━━ TASK INPUT ━━

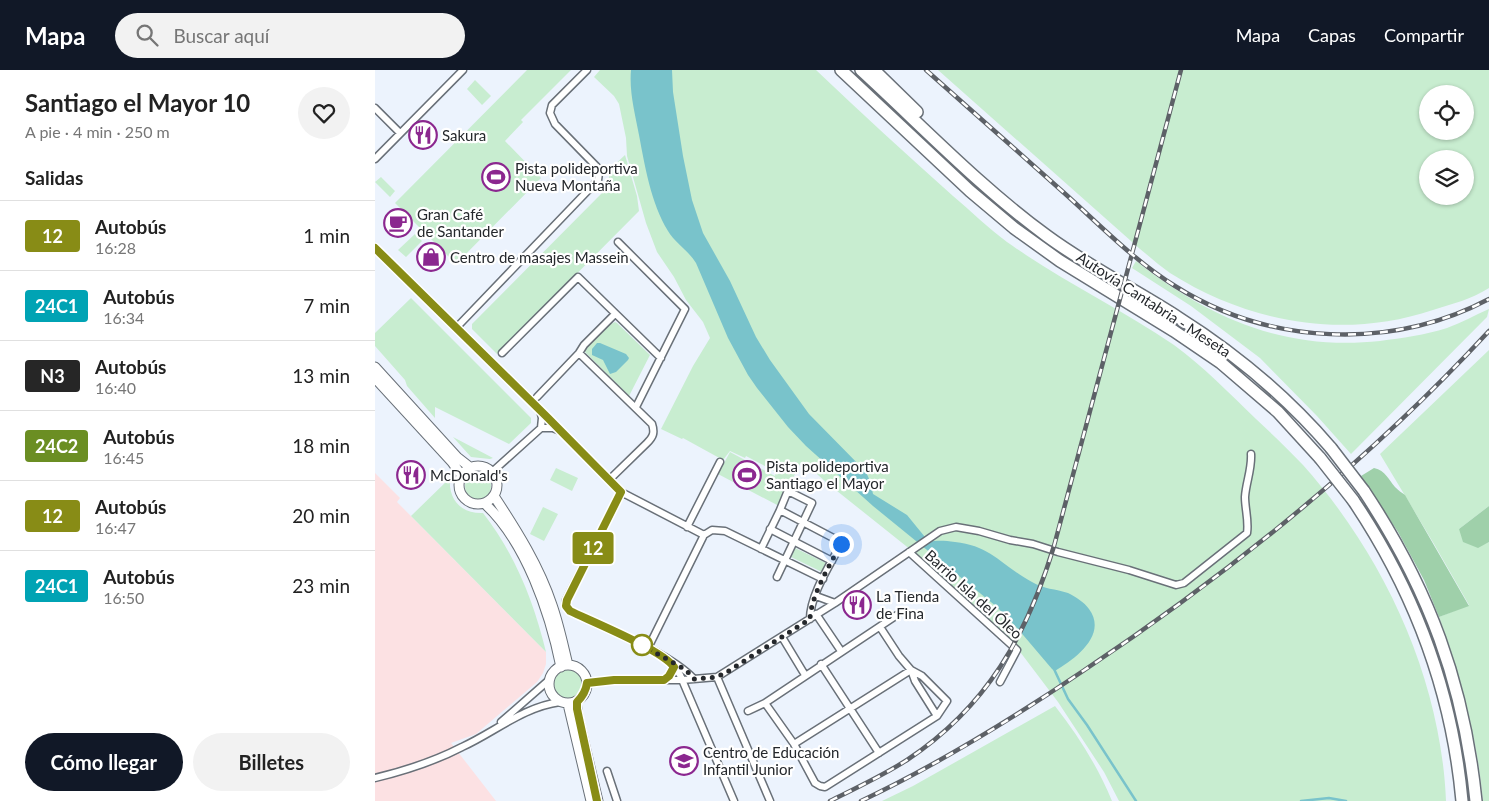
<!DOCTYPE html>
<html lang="es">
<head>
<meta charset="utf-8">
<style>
	body { margin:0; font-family:Lato,sans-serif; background:#f2f2f2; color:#222; height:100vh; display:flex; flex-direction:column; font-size:19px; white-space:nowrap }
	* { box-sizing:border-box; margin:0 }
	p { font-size:16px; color:#767676 }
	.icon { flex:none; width:28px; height:28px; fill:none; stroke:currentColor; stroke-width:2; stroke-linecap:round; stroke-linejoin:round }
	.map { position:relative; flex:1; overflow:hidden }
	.details { display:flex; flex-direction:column; background:#fff; width:375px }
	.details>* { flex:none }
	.badge { padding:0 10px; border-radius:4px; font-size:18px; line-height:32px }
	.controls { position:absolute; left:1044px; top:15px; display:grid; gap:10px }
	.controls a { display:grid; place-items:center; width:55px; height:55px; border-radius:50%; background:#fff; box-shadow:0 1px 4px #0004; font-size:25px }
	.you { position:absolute; width:25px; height:25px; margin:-12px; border:4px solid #fff; border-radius:50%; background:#1a73e8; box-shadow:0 0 0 8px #1a73e833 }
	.map>.badge { position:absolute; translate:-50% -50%; box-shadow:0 0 0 2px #fff }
	h2 { padding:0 25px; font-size:19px; line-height:45px }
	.round { display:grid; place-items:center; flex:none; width:52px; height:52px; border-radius:26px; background:#f2f2f2 }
	.summary { display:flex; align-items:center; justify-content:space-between; height:85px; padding:0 25px }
	h1 { font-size:24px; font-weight:700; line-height:38px }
	.cta { display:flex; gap:10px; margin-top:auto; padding:10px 25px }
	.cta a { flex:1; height:58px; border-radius:30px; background:#111827; color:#fff; font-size:20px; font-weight:700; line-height:58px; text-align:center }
	.cta a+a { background:#f2f2f2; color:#222 }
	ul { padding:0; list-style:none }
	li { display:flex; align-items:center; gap:15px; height:70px; padding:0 25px; border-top:1px solid #e0e0e0 }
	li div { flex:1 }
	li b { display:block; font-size:19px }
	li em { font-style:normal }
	li .badge { min-width:55px; font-weight:700; text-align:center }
	header { display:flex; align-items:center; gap:30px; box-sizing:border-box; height:70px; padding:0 25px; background:#111827; color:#fff }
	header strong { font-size:24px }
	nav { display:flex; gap:28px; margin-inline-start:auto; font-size:18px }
	.search { width:350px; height:45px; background:#f2f2f2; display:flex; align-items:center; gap:12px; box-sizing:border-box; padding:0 18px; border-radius:28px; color:#767676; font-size:19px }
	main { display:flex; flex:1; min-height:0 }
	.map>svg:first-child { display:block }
</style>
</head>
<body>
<header>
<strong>Mapa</strong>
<div class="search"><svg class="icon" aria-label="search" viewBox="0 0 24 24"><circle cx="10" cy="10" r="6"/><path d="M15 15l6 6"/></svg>Buscar aquí</div>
<nav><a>Mapa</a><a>Capas</a><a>Compartir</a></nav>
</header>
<main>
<section class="details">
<div class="summary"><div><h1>Santiago el Mayor 10</h1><p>A pie · 4 min · 250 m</p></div><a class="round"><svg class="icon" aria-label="heart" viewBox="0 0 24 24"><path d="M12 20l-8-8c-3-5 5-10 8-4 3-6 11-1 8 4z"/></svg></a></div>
<h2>Salidas</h2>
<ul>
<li><span class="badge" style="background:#888c16;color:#fff">12</span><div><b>Autobús</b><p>16:28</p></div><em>1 min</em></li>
<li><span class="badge" style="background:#00a3b4;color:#fff">24C1</span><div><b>Autobús</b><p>16:34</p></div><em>7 min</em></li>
<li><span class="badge" style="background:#262626;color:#fff">N3</span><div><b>Autobús</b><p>16:40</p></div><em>13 min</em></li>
<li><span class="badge" style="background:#6b8e23;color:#fff">24C2</span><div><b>Autobús</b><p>16:45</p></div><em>18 min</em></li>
<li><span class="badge" style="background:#888c16;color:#fff">12</span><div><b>Autobús</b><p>16:47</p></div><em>20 min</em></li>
<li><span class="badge" style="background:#00a3b4;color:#fff">24C1</span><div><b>Autobús</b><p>16:50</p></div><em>23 min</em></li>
</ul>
<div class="cta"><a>Cómo llegar</a><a>Billetes</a></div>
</section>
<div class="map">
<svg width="1114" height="731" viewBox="0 0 1114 731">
	<rect width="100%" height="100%" fill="#ecf3fd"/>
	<path fill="#fce1e3" d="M0,403L25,428L22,432L171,582V594L168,603L162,612L101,664L76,673L121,731H0Z"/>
	<path fill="#c8edd0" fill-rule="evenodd" d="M152,0H196L146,50L148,52L130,71L166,108L81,194L20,133Z
		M225,0H441C486,43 532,85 578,126C596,141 613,158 632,172C685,210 745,238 799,275C828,296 855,324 881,349C897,364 913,379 928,395C1009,486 1066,608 1071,731H744L729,702L683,632L636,570L531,476L452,413L434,397L426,392L404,436L343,404L355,382L400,406L401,402L371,386L370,388L355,381L348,390L308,368L307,369L286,359L318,296L335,268L328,252L311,230L299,207L282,182L271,153L252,86L251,68L244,34L239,26L219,7Z
		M563,0H1114V218C1097,229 1077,234 1058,240C968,270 874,253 795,203C785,196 775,187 765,179ZM1052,24H1090V61H1052ZM1052,89H1090V126H1052Z
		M100,10L116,26L107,35L92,19Z
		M250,85L262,126L264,141L122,284L97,259V254L229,121L234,111V100Z
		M6,107L20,121L15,127L0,112Z
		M40,164L47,171L31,187L23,180Z
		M761,191C835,249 910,281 1005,271C1027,268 1050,265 1072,258C1086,253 1100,245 1114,239L1112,247L976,384L942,346L885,288L816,236L757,198Z
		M36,228L156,348V353L134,374L60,337V348L32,316L30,310L0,276V263Z
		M240,252L242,253L275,285L254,326L210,282C213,272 230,256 240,252Z
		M1114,280V436L1084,459L1103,477L1114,472V731H1108C1102,668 1086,606 1064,547L1094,535L1059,474L1005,384Z
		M78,367L118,388L115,389L96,387Z
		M181,398L203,408L197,421L175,410Z
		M90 416a13 13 0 1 1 26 0a13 13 0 1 1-26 0Z
		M75,408C73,429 86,444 108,443C140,484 159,532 171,582L36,446Z
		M168,437L183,444L169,471L155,464Z
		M420,478L451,493L447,502L416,487Z
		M179 614a14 14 0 1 1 28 0a14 14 0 1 1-28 0Z
		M680,636C703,665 723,697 737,731H507L538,716Z"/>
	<path fill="#9fd0aa" d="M999,398C1011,401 1013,409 1020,417C1023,420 1027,423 1030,425L1094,536L1064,547L1049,510L1023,462L986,406Z
		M1114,436V472L1103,478L1088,472L1084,459Z"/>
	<path fill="#79c3cb" d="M256,0H297L298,22L308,86L317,130L328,163L355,211L381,267L395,290L434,344L491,402L495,411L498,424L532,445L554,472C564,470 570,471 580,472C617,476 627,496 657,512C668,519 681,519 693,523C701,527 709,532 714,539C733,565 700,589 680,601L677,599L643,559L622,537L498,436L431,376L413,357L382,318L373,305L353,268L321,193C313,180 300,173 293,161C276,133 270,97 264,65C260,43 254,22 256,0Z
		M222,273H225L251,284L254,288L253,290L241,302L235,304L228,290L217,285V279Z"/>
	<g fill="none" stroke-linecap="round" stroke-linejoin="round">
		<path stroke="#79c3cb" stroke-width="2.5" d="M679,599L693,629L712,655L761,731
			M926,731L954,728L971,731"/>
		<defs>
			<path id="street" d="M0,38L25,63
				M0,89L88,0
				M243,172L310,239L261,337
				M0,178L173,348L246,422L329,465
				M82,257L223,110L224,103L222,97L180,54L175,43L177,35L212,0
				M127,283L203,207L286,288
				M204,283L277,354C280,363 278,367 272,373L234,410
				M162,327L204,283L209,275L240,244
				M165,340L167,348L166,358
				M117,402L166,358H178L183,360
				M246,422L191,530V536L195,541C229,557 295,583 319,609
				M405,440L414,418
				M312,457L345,392
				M395,459L457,491
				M386,479L405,440L464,471L466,474C455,495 435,525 435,549
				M534,482L642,580L625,612
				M402,507L437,433L413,421
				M441,526L460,533
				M441,544L466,581
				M407,567L430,605
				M273,578L329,465L337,460L350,461L448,509
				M297,593L305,605L359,731
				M446,594L504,683
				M342,607L395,731
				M212,613L239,610H307L342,607L460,533L565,461L581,457L604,461L635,470L658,474L683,482L754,500L801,515L809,513L872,463C874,451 870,439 870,427C871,412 877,399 876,384
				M390,633L419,674L440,713L445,716L450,717L562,646L572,631L547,606L536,600L524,586L505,557
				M373,641L390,633L522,545
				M126,652L174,610
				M419,674L536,600L540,611L562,646
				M232,701L242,731
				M0,708C29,701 60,691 87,677C120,662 148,637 185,632"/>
			<path id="secondary" d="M0,297L82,387L96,398
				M0,308L77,392L87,406
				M84 415a19 19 0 1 1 38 0a19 19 0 1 1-38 0Z
				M119,426C142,461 164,496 177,535C184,555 188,575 193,595
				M109,433C151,471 175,543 186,597
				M174 614a19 19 0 1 1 38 0a19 19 0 1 1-38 0Z
				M201,631L203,647L223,731
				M193,634L216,731"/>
			<path id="highway" d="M466,0L595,121L639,158L685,191L799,261L846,293L903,342L945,388
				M486,0C547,56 605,117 672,166C714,197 761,220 804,248C861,284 912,327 956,378
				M499,0L542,42
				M989,421C1054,519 1089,614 1101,731
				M978,430C1040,522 1077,621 1087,731"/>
		</defs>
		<use href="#street" stroke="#697078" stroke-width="9"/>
		<use href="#secondary" stroke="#697078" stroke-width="11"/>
		<use href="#highway" stroke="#697078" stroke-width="14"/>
		<use href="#street" stroke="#fff" stroke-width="6"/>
		<use href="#secondary" stroke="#fff" stroke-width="9"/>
		<use href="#highway" stroke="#fff" stroke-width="11"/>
		<defs>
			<path id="rail" d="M551,0C596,40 642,81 687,121C723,153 758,190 800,216C893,275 1016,281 1114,229
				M455,731C481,718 507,706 532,690C612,637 652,565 679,476L806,0
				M486,731C564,694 637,649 708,601C855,503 994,391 1114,261"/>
		</defs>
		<use href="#rail" stroke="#5d6167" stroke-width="4.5"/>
		<use href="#rail" stroke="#fff" stroke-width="2.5" stroke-dasharray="8" stroke-linecap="butt"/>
		<defs>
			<path id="highway-bridge" d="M956,378L989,421
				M945,388L978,430"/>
		</defs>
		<use href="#highway-bridge" stroke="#697078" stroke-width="14" stroke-linecap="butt"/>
		<use href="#highway-bridge" stroke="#fff" stroke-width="11"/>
	</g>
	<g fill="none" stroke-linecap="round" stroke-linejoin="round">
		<defs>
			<path id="line" d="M0,178L173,348L246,422L192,530L191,536L195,541C218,552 287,580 299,597L294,606L289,610H239L212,613C211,621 208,626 202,632V639L222,731"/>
		</defs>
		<use href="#line" stroke="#fff" stroke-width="11"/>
		<use href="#line" stroke="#888c16" stroke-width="8"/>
		<path stroke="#25282c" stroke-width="5" stroke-dasharray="0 9" d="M267,575L311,600L319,609L342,607L352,602L435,549C436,525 455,495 466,474"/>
	</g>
	<defs>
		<symbol id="restaurant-ring" viewBox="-11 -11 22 22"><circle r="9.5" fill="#fff" stroke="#8b278f" stroke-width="1.5"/><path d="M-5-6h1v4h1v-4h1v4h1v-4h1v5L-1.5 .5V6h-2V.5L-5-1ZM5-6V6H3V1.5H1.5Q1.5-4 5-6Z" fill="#8b278f"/></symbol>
		<symbol id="stadium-ring" viewBox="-11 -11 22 22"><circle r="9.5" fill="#fff" stroke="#8b278f" stroke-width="1.5"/><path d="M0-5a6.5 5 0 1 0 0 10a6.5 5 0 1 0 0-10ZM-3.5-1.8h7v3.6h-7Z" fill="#8b278f"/></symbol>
		<symbol id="cafe-ring" viewBox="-11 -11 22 22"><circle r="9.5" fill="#fff" stroke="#8b278f" stroke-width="1.5"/><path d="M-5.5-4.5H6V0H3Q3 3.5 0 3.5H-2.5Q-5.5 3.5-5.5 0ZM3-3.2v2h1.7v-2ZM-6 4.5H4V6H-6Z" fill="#8b278f"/></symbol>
		<symbol id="shop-ring" viewBox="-11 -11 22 22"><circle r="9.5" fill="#fff" stroke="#8b278f" stroke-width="1.5"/><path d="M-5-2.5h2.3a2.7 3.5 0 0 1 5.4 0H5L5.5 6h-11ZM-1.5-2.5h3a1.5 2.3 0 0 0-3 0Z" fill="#8b278f"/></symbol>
		<symbol id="school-ring" viewBox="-11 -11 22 22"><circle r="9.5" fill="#fff" stroke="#8b278f" stroke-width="1.5"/><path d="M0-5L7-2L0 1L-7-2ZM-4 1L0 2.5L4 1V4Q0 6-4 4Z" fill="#8b278f"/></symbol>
	</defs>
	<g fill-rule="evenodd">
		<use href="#restaurant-ring" x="32" y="49" width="32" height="32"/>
		<use href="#stadium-ring" x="105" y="91" width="32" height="32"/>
		<use href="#cafe-ring" x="7" y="137" width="32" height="32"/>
		<use href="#shop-ring" x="40" y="171" width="32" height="32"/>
		<use href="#restaurant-ring" x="20" y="389" width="32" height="32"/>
		<use href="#stadium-ring" x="356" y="389" width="32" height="32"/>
		<use href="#restaurant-ring" x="466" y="519" width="32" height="32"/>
		<use href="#school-ring" x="293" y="675" width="32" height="32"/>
	</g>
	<circle fill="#fff" stroke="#888c16" stroke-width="2.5" cx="267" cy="575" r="10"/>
	<g text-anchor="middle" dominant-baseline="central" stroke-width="4.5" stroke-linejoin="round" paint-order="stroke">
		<g font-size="15" fill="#25282c" stroke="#fff" text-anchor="start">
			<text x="67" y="65">Sakura</text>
			<text x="140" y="98">Pista polideportiva<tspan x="140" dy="17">Nueva Montaña</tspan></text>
			<text x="42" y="144">Gran Café<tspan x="42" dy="17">de Santander</tspan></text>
			<text x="75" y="187">Centro de masajes Massein</text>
			<text x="391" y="396">Pista polideportiva<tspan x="391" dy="17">Santiago el Mayor</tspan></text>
			<text x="55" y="405">McDonald's</text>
			<text x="501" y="526">La Tienda<tspan x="501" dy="17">de Fina</tspan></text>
			<text x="328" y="682">Centro de Educación<tspan x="328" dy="17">Infantil Junior</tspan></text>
		</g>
		<g font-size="15" fill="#25282c" stroke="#fff">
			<text transform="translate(779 234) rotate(33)">Autovía Cantabria - Meseta</text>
			<text transform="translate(599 524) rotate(42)">Barrio Isla del Óleo</text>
		</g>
	</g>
</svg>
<div class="controls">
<a><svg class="icon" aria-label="locate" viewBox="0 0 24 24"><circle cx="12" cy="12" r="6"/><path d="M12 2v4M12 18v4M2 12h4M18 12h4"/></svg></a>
<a><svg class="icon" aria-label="layers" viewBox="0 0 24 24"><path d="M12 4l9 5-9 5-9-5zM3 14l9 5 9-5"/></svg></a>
</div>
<div class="you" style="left:466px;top:474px"></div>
<b class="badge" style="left:218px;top:478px;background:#888c16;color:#fff">12</b>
</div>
</main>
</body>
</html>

━━━

WHAT YOU NEED TO DO
Every line above that includes "details" counts toward one total; give that total by itself.

SOLUTION TO THIS TASK
3